EXERCISE OBJECTIVE: Give back all the records below, unaltered.

===== RECORDED INFORMATION

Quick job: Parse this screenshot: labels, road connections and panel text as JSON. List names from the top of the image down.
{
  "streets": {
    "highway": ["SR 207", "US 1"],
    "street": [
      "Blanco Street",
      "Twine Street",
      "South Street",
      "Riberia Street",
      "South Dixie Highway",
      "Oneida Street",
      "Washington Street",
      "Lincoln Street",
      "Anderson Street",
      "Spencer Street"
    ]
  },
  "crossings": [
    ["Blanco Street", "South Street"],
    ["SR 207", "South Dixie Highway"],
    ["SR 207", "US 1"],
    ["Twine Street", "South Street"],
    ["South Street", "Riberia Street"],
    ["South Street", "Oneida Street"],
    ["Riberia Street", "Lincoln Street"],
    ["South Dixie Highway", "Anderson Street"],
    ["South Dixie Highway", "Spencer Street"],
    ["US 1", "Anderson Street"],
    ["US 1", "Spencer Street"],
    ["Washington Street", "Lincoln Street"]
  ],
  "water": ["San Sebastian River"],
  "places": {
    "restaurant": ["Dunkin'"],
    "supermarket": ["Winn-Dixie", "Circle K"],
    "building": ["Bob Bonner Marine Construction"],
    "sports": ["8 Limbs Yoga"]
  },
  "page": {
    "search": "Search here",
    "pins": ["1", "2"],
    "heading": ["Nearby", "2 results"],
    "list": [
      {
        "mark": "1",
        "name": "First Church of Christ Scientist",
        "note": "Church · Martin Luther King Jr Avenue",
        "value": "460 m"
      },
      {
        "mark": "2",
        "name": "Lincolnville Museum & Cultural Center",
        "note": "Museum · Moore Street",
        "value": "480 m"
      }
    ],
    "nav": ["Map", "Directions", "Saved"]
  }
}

==========

RESPONSE AREA:
Quick job: Parse this screenshot: labels, road connections and panel text as JSON. List names from the top of the image down.
{
  "streets": {
    "highway": ["SR 207", "US 1"],
    "street": [
      "Blanco Street",
      "Twine Street",
      "South Street",
      "Riberia Street",
      "South Dixie Highway",
      "Oneida Street",
      "Washington Street",
      "Lincoln Street",
      "Anderson Street",
      "Spencer Street"
    ]
  },
  "crossings": [
    ["Blanco Street", "South Street"],
    ["SR 207", "South Dixie Highway"],
    ["SR 207", "US 1"],
    ["Twine Street", "South Street"],
    ["South Street", "Riberia Street"],
    ["South Street", "Oneida Street"],
    ["Riberia Street", "Lincoln Street"],
    ["South Dixie Highway", "Anderson Street"],
    ["South Dixie Highway", "Spencer Street"],
    ["US 1", "Anderson Street"],
    ["US 1", "Spencer Street"],
    ["Washington Street", "Lincoln Street"]
  ],
  "water": ["San Sebastian River"],
  "places": {
    "restaurant": ["Dunkin'"],
    "supermarket": ["Winn-Dixie", "Circle K"],
    "building": ["Bob Bonner Marine Construction"],
    "sports": ["8 Limbs Yoga"]
  },
  "page": {
    "search": "Search here",
    "pins": ["1", "2"],
    "heading": ["Nearby", "2 results"],
    "list": [
      {
        "mark": "1",
        "name": "First Church of Christ Scientist",
        "note": "Church · Martin Luther King Jr Avenue",
        "value": "460 m"
      },
      {
        "mark": "2",
        "name": "Lincolnville Museum & Cultural Center",
        "note": "Museum · Moore Street",
        "value": "480 m"
      }
    ],
    "nav": ["Map", "Directions", "Saved"]
  }
}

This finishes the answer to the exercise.